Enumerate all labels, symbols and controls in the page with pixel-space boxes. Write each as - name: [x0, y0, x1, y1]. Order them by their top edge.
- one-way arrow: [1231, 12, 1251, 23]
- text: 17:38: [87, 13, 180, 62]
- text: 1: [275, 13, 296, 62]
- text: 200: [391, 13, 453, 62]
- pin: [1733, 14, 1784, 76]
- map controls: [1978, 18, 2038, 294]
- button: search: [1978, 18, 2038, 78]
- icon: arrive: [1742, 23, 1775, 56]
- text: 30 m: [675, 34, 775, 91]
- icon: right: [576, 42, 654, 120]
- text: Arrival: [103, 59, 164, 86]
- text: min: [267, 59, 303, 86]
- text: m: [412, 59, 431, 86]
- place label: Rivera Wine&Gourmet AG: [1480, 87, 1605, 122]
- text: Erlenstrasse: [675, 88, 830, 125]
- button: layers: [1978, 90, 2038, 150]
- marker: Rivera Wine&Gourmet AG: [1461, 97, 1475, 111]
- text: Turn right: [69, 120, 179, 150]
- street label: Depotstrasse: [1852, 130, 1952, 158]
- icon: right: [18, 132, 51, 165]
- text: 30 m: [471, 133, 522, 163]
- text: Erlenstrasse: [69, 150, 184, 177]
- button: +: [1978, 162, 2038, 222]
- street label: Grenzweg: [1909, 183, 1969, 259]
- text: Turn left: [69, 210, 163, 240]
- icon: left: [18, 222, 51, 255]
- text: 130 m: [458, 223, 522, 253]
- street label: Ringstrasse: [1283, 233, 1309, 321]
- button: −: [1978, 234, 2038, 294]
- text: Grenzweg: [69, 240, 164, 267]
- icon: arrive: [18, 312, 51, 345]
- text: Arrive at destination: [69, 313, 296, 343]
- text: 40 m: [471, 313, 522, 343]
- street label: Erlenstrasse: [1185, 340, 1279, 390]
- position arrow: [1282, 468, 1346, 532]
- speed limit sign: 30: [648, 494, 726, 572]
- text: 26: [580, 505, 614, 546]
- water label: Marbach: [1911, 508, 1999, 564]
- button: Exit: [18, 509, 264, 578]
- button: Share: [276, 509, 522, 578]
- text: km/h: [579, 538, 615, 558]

————————

*The task*.
Exact copies of every record above are required.

*Reply*.
Enumerate all labels, symbols and controls in the page with pixel-space boxes. Write each as - name: [x0, y0, x1, y1]. Order them by their top edge.
- one-way arrow: [1231, 12, 1251, 23]
- text: 17:38: [87, 13, 180, 62]
- text: 1: [275, 13, 296, 62]
- text: 200: [391, 13, 453, 62]
- pin: [1733, 14, 1784, 76]
- map controls: [1978, 18, 2038, 294]
- button: search: [1978, 18, 2038, 78]
- icon: arrive: [1742, 23, 1775, 56]
- text: 30 m: [675, 34, 775, 91]
- icon: right: [576, 42, 654, 120]
- text: Arrival: [103, 59, 164, 86]
- text: min: [267, 59, 303, 86]
- text: m: [412, 59, 431, 86]
- place label: Rivera Wine&Gourmet AG: [1480, 87, 1605, 122]
- text: Erlenstrasse: [675, 88, 830, 125]
- button: layers: [1978, 90, 2038, 150]
- marker: Rivera Wine&Gourmet AG: [1461, 97, 1475, 111]
- text: Turn right: [69, 120, 179, 150]
- street label: Depotstrasse: [1852, 130, 1952, 158]
- icon: right: [18, 132, 51, 165]
- text: 30 m: [471, 133, 522, 163]
- text: Erlenstrasse: [69, 150, 184, 177]
- button: +: [1978, 162, 2038, 222]
- street label: Grenzweg: [1909, 183, 1969, 259]
- text: Turn left: [69, 210, 163, 240]
- icon: left: [18, 222, 51, 255]
- text: 130 m: [458, 223, 522, 253]
- street label: Ringstrasse: [1283, 233, 1309, 321]
- button: −: [1978, 234, 2038, 294]
- text: Grenzweg: [69, 240, 164, 267]
- icon: arrive: [18, 312, 51, 345]
- text: Arrive at destination: [69, 313, 296, 343]
- text: 40 m: [471, 313, 522, 343]
- street label: Erlenstrasse: [1185, 340, 1279, 390]
- position arrow: [1282, 468, 1346, 532]
- speed limit sign: 30: [648, 494, 726, 572]
- text: 26: [580, 505, 614, 546]
- water label: Marbach: [1911, 508, 1999, 564]
- button: Exit: [18, 509, 264, 578]
- button: Share: [276, 509, 522, 578]
- text: km/h: [579, 538, 615, 558]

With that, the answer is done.